There's an ongoing disagreement between me and my wife about television, of all things. She's of the opinion that television is bad for our seven month-old son, whereas I think that's just plain nonsense.

The basis on which I build my side of the argument is that, after an hour-and-a-half of attempting to entertain my boy face-to-face, I'm pretty much desperate for something else that can hold his attention for awhile. And, since television--particularly the "Nick Jr" channel--seems to delight him to no end, I have a hard time finding any problem with it. Besides, watching Nick Jr may actually one day result in the boy learning some Spanish, Chinese and sign language, so he'll have surpassed all his father's communications skills by the age of five.

My wife, on the other hand, always falls back on "experts." After arguing my position until I'm out of breath, she'll always just click off the television and say "All the experts agree television is bad for babies."

I really get frustrated with my wife's "experts" argument, because it's entirely unfair.
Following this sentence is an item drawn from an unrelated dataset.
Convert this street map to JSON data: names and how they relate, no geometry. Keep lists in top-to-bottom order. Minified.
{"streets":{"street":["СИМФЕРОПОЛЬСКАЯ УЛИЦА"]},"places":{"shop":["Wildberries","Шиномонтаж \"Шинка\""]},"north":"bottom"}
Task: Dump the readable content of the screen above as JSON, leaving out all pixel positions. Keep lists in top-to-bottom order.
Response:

For starters, she doesn't have to name specific people, or even their professions: they're just "experts." She doesn't even have to bother to tell me where she heard or read of these experts and their position on infant television viewing. They're just experts, and they're all in agreement. How can I even begin to argue with that? I can't even cite leaked e-mails that show experts have been fudging their research numbers and subverting the work of other experts who disagree with them. It's exasperating.
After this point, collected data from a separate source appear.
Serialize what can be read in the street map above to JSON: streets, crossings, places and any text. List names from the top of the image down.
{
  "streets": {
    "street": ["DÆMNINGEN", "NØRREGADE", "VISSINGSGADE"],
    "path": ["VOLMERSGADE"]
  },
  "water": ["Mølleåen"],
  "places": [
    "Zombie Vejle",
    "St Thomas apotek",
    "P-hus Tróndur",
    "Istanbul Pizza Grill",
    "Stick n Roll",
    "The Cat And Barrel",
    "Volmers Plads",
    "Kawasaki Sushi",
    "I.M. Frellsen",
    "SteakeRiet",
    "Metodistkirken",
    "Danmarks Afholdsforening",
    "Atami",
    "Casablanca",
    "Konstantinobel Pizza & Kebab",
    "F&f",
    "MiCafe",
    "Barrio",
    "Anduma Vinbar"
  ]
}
What makes it all even more irritating are the uneven ways by which my wife implements her interpretation of the advice of the "experts." For example, I've noticed that television viewing is particularly bad for our son when I fall back on it after exhausting my own personal Daddy powers. However, television is perfectly permissable if my wife wants to take a ten minute shower.
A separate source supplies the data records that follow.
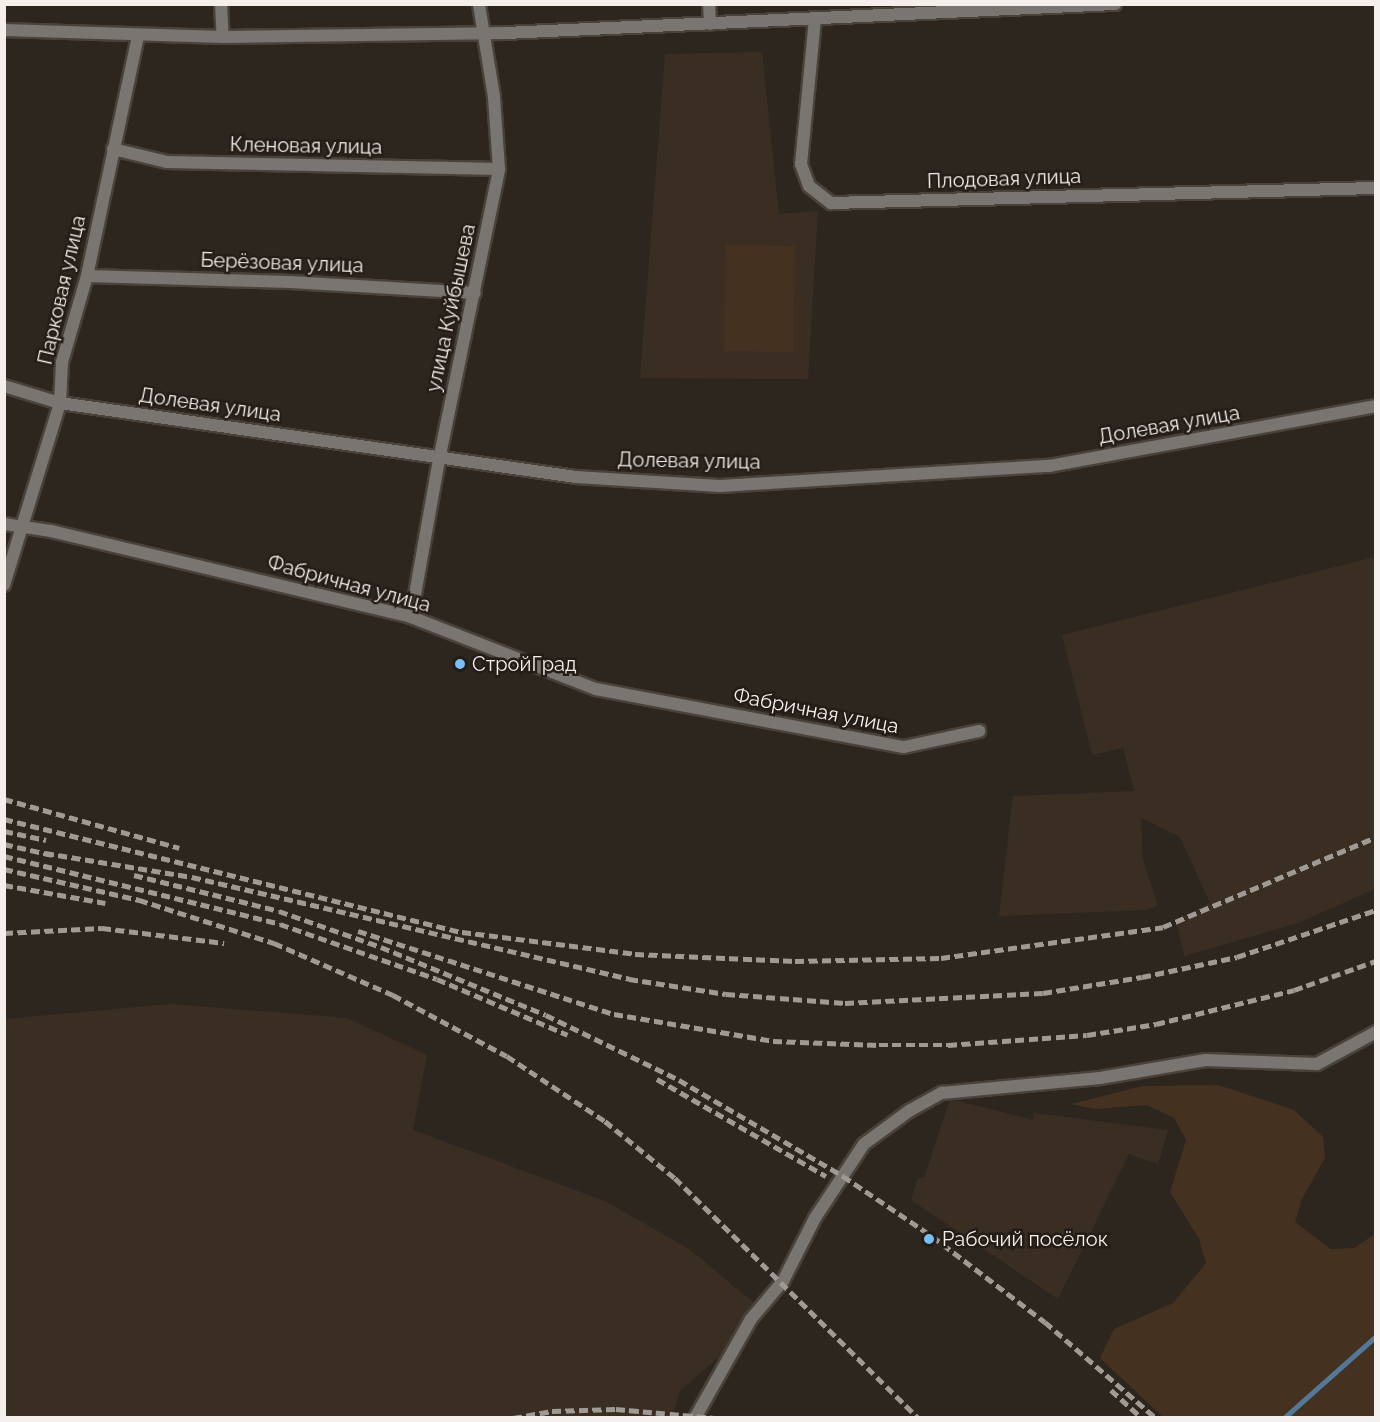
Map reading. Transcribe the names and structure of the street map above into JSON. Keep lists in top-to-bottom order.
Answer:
{
  "streets": {
    "street": [
      "Кленовая улица",
      "Плодовая улица",
      "Берёзовая улица",
      "Парковая улица",
      "улица Куйбышева",
      "Долевая улица",
      "Фабричная улица"
    ]
  },
  "crossings": [
    ["Кленовая улица", "Парковая улица"],
    ["Кленовая улица", "улица Куйбышева"],
    ["Берёзовая улица", "Парковая улица"],
    ["Берёзовая улица", "улица Куйбышева"],
    ["Парковая улица", "Долевая улица"],
    ["Парковая улица", "Фабричная улица"],
    ["улица Куйбышева", "Долевая улица"],
    ["улица Куйбышева", "Фабричная улица"]
  ],
  "places": ["СтройГрад", "Рабочий посёлок"]
}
Television is also okay if my wife has to conduct some business on her computer. Apparently, her understanding of the experts is that yelling "You're doing good, Honey!" from two rooms away to an infant watching "The Smurfs," is entirely acceptable and promotes infant health. However, the moment Daddy flicks on the tube in an attempt to assuage a fussy baby, I'm informed that the "experts" all agree television is rotting our child's brain as we speak.

The rate of brain rot, the experts say, accellerates in direct proportion to how much Daddies may find relaxation and entertainment from the television viewing. Television is at its worst for babies when it seems to be annoying Mommies. It's all based on very complicated research and numbers. It's science.

Personally, I'm inclined to think my wife may be spouting a bunch of bull. I know a thing or two when it comes to throwing bull. You could say I'm something of an expert.

Posted by Ryan at May 7, 2010 06:26 PM | TrackBack
Comments

good stuff... & writing
(answer: -> large cardboard box maze)
RSS link?

Posted by: dc at May 8, 2010 02:31 PM

Just want to let you know how much I appreciate a Dad's perspective. I used to think men were sucky when it came to helping with kids, and I've realized they've just given up trying - and I don't blame them.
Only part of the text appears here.